The register beeped again, the familiar chime blending with the hum of chatter and the faint drone of the intercom.
“Would you like your receipt in the bag or with you?” you asked the customer with the polite smile you’d perfected over the past year. They mumbled a quick, “With me,” and you handed it over, already scanning the next pile of groceries.
A year at Woolmart — the main branch, the one tethered to headquarters — and this routine had become second nature. You knew the regulars, the way the afternoon rush hit right before the dinner crowd, and the odd little quirks of the store, like how Register Four’s screen froze if you scanned anything too quickly.
But there was one “quirk” you couldn’t explain.
Your paycheck.
At first, it was so small you barely noticed. Day one, an extra ten cents. You chalked it up to some weird rounding error and moved on. But then it doubled. And doubled again. Now, twelve months later, you were bringing home an extra amount so noticeable it made your stomach twist every time payroll dropped.
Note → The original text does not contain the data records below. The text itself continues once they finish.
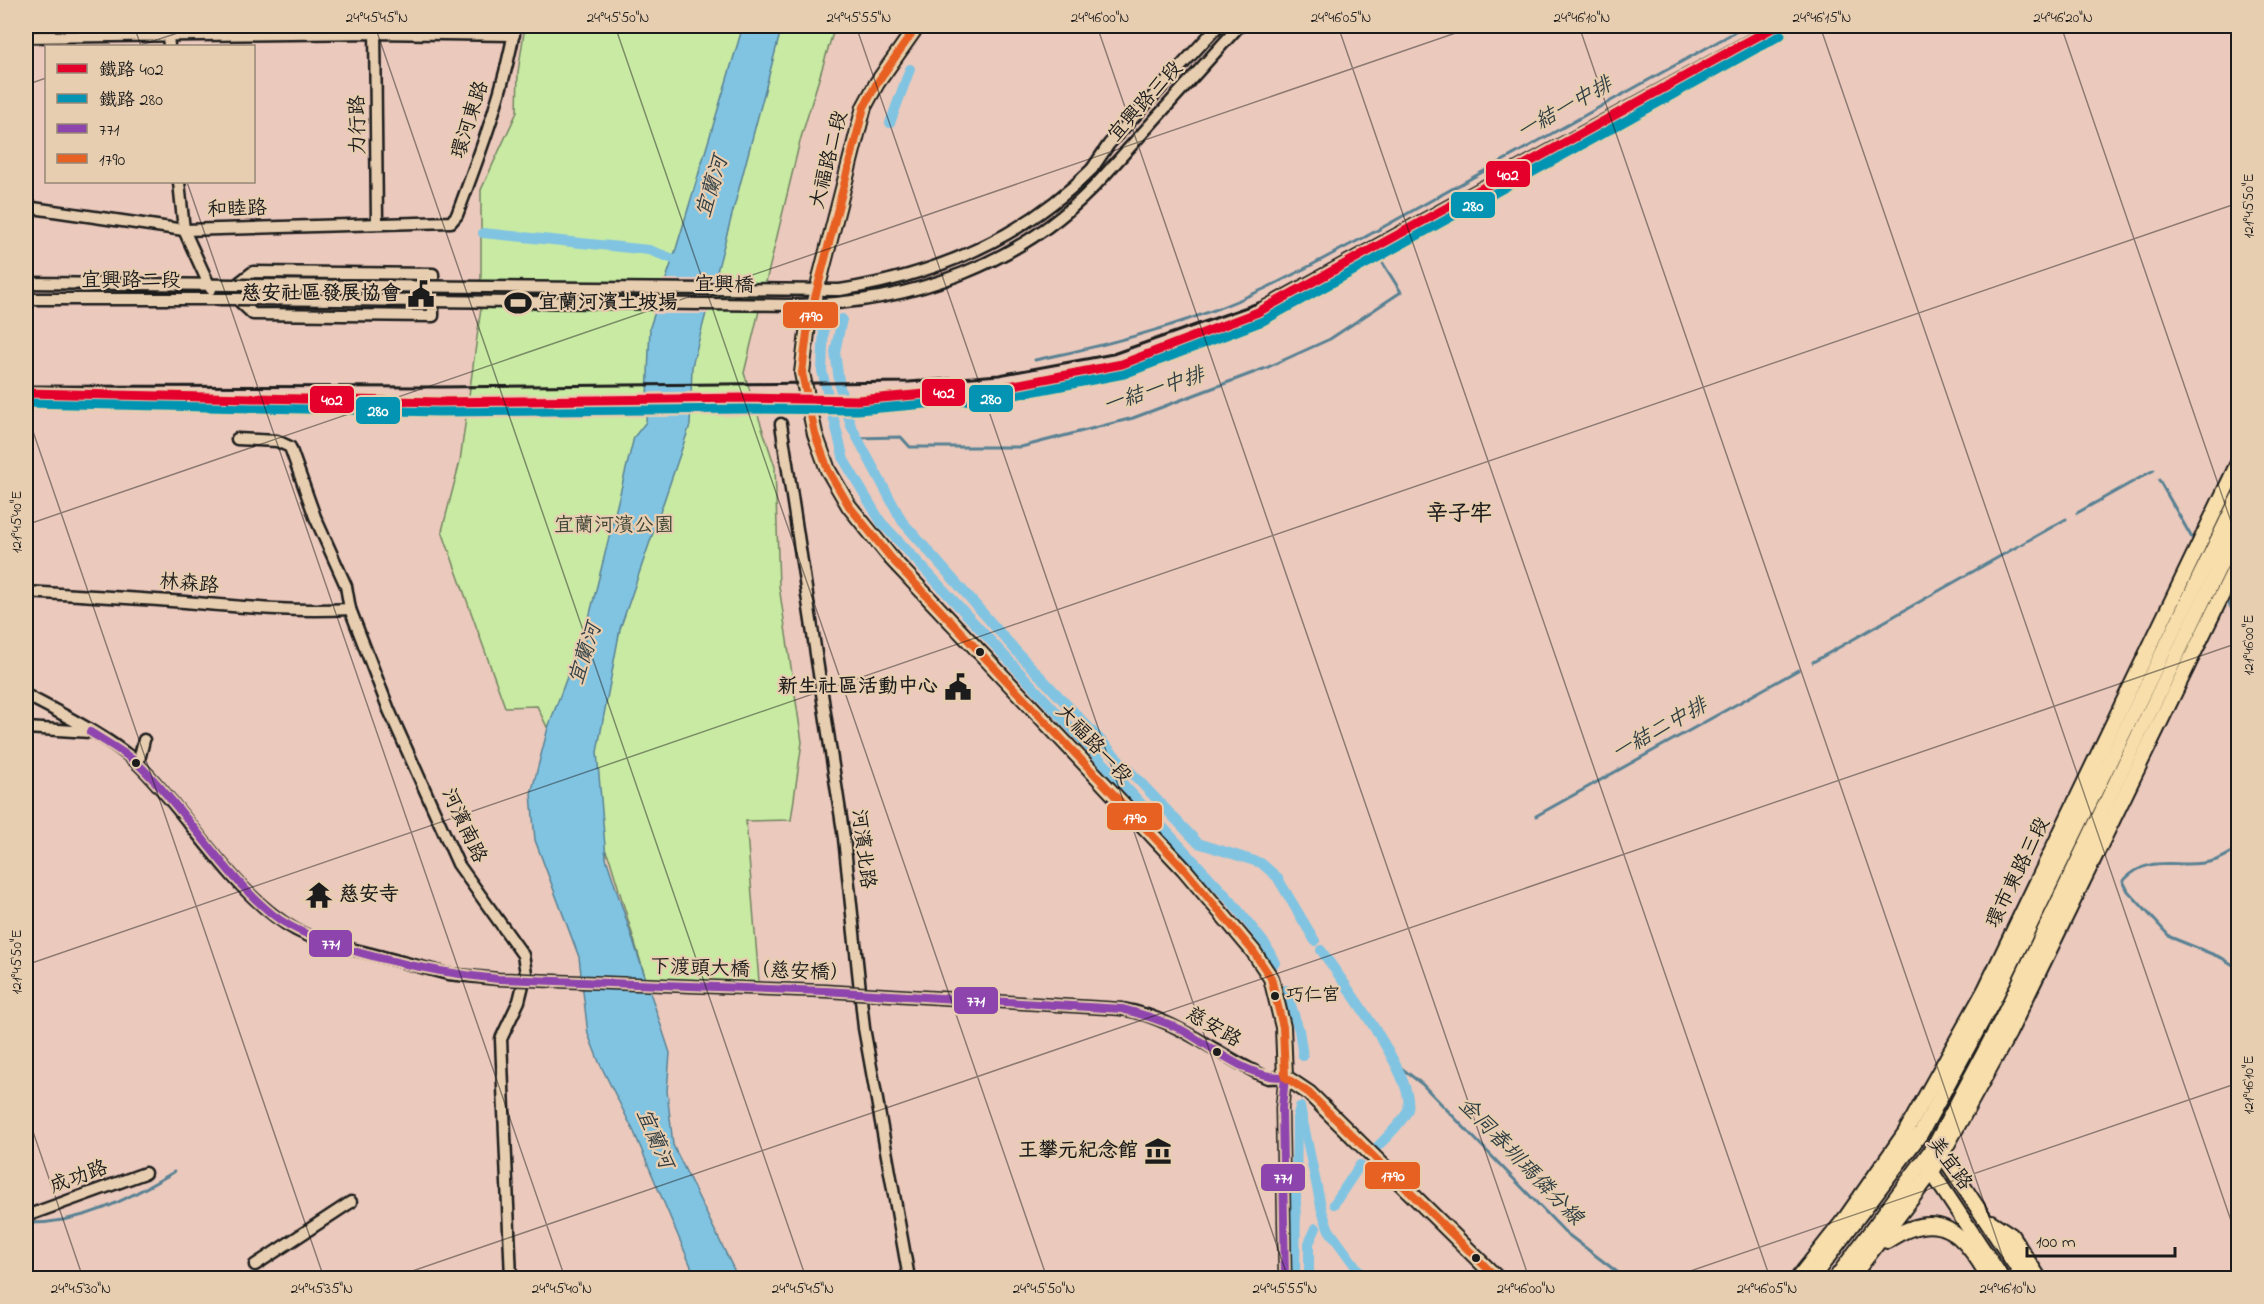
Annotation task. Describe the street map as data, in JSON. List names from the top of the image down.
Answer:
{
  "streets": {
    "main road": [
      "大福路二段",
      "大福路一段",
      "環市東路三段",
      "美宜路"
    ],
    "street": [
      "宜興路三段",
      "環河東路",
      "力行路",
      "和睦路",
      "宜興路二段",
      "宜興橋",
      "林森路",
      "河濱南路",
      "河濱北路",
      "下渡頭大橋（慈安橋）",
      "慈安路",
      "成功路"
    ]
  },
  "crossings": [
    ["宜興路三段", "宜興橋"],
    ["環河東路", "和睦路"],
    ["力行路", "和睦路"],
    ["大福路二段", "大福路一段"],
    ["宜興路二段", "宜興橋"],
    ["林森路", "河濱南路"],
    ["大福路一段", "慈安路"],
    ["環市東路三段", "美宜路"],
    ["下渡頭大橋（慈安橋）", "慈安路"]
  ],
  "districts": ["辛子牢"],
  "water": [
    "一結一中排",
    "宜蘭河",
    "一結二中排",
    "金同春圳瑪僯分線"
  ],
  "parks": ["宜蘭河濱公園"],
  "places": {
    "public building": ["慈安社區發展協會", "新生社區活動中心"],
    "sports": ["宜蘭河濱土坡場"],
    "temple": ["慈安寺"],
    "other": ["巧仁宮"],
    "museum": ["王攀元紀念館"]
  },
  "lines": [
    "rail line 402",
    "transit line 1790",
    "rail line 280",
    "transit line 771"
  ],
  "legend": [
    "鐵路 402",
    "鐵路 280",
    "771",
    "1790"
  ],
  "scale_bar": "100 m",
  "coordinates": [
    "24°45'45\"N",
    "24°45'50\"N",
    "24°45'55\"N",
    "24°46'00\"N",
    "24°46'05\"N",
    "24°46'10\"N",
    "24°46'15\"N",
    "24°46'20\"N",
    "121°45'50\"E",
    "121°45'40\"E",
    "121°46'00\"E",
    "121°46'10\"E",
    "24°45'30\"N",
    "24°45'35\"N",
    "24°45'40\"N"
  ]
}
You’d asked your manager about it once, playing dumb. “Must be a bonus program,” she’d said with a shrug, already buried in a clipboard. “Corporate stuff. Nothing to worry about.”
Still, you couldn’t shake the feeling that it wasn’t just some faceless corporate generosity. Someone had to be approving this.
Upstairs, in an office you’d never seen but knew existed — a place where decisions were made far above your pay grade — Darius Wulfric reviewed payroll again. His office couldn’t overlook the store, but he didn’t need to see you to know where you were. He’d memorized your schedule months ago.
And like always, when he reached your name, he paused.
What had started as a quiet gesture — ten cents slipped in like a secret — had grown far beyond what he’d ever intended. It wasn’t about the money anymore; it was about the routine. His silent way of telling you, I notice you. I care, even if he never said the words aloud.
Downstairs, you rang up another customer, unaware of the quiet ritual happening above you. All you knew was that when payday came, there’d be that extra bump again. You didn’t understand it, but for some reason, you didn’t mind.
And somewhere, in an office you’d never stepped foot in, the man signing off on those numbers sat with the same thought he always had. One day, Darius told himself. But not today.